| Work order |
If an entry holds a picture, leave the picture out and copy the rest of the listing exactly.

***** The input

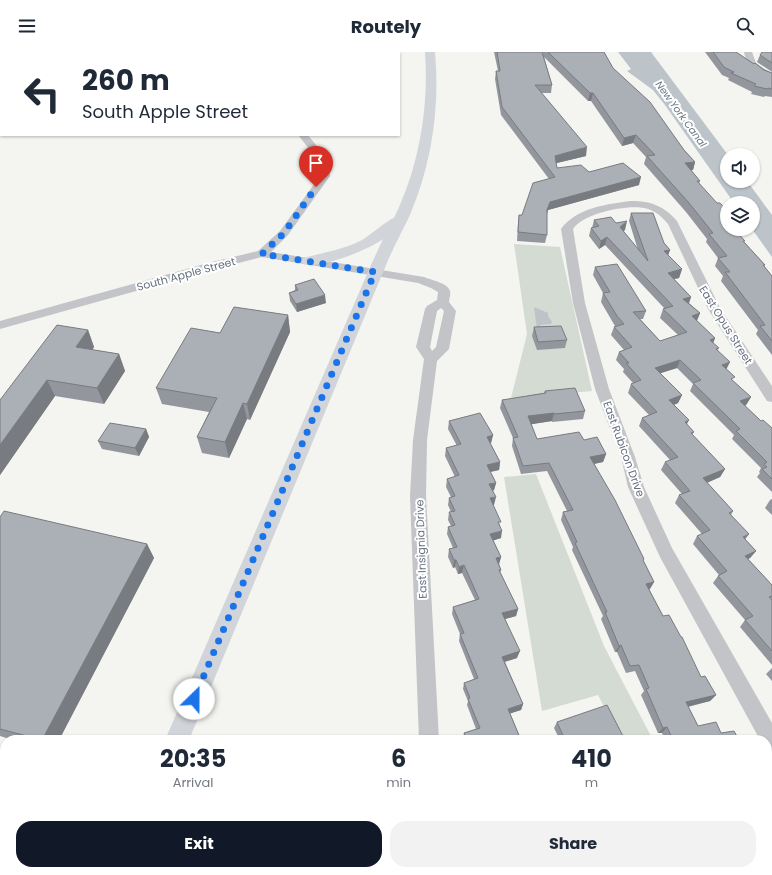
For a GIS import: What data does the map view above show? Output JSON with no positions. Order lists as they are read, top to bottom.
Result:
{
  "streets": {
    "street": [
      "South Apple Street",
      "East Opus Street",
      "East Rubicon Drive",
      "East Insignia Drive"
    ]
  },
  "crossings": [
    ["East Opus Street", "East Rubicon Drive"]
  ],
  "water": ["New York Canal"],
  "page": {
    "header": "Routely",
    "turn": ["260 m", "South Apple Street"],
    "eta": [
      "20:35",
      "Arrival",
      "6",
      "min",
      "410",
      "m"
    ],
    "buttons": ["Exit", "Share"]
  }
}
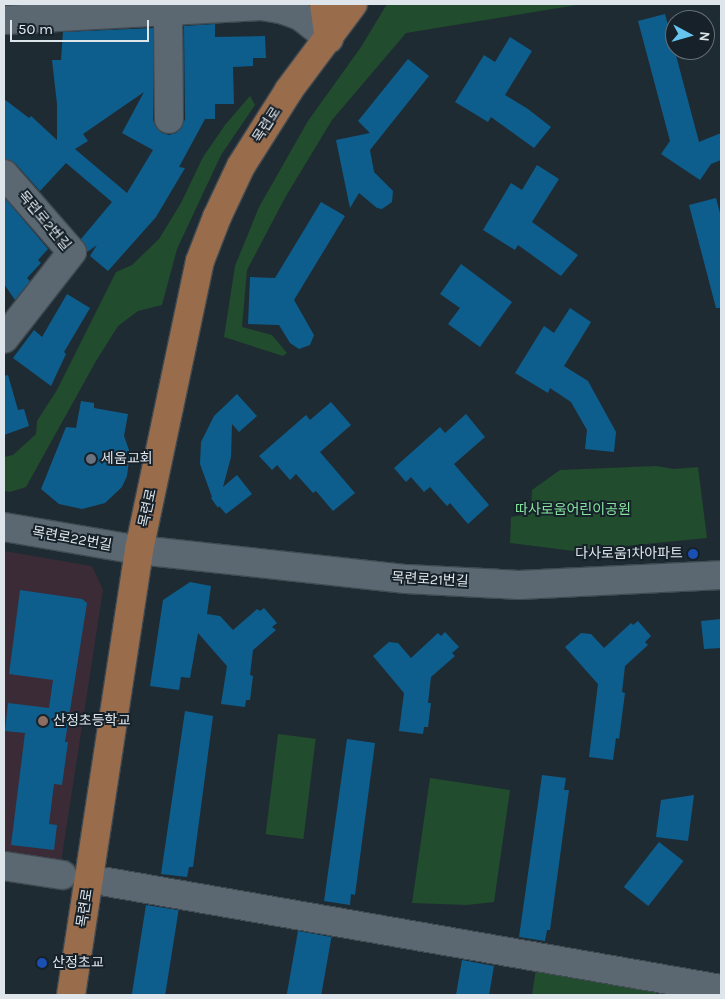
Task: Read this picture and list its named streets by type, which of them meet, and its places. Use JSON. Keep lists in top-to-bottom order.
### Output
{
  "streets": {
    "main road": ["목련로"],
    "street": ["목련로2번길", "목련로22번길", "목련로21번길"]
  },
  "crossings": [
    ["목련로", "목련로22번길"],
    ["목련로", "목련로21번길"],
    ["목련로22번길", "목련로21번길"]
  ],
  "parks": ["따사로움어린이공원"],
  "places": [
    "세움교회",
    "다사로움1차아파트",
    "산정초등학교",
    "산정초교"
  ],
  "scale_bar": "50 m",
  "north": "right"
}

**********

| The completed task |
For a GIS import: What data does the map view above show? Output JSON with no positions. Order lists as they are read, top to bottom.
Result:
{
  "streets": {
    "street": [
      "South Apple Street",
      "East Opus Street",
      "East Rubicon Drive",
      "East Insignia Drive"
    ]
  },
  "crossings": [
    ["East Opus Street", "East Rubicon Drive"]
  ],
  "water": ["New York Canal"],
  "page": {
    "header": "Routely",
    "turn": ["260 m", "South Apple Street"],
    "eta": [
      "20:35",
      "Arrival",
      "6",
      "min",
      "410",
      "m"
    ],
    "buttons": ["Exit", "Share"]
  }
}
Task: Read this picture and list its named streets by type, which of them meet, and its places. Use JSON. Keep lists in top-to-bottom order.
### Output
{
  "streets": {
    "main road": ["목련로"],
    "street": ["목련로2번길", "목련로22번길", "목련로21번길"]
  },
  "crossings": [
    ["목련로", "목련로22번길"],
    ["목련로", "목련로21번길"],
    ["목련로22번길", "목련로21번길"]
  ],
  "parks": ["따사로움어린이공원"],
  "places": [
    "세움교회",
    "다사로움1차아파트",
    "산정초등학교",
    "산정초교"
  ],
  "scale_bar": "50 m",
  "north": "right"
}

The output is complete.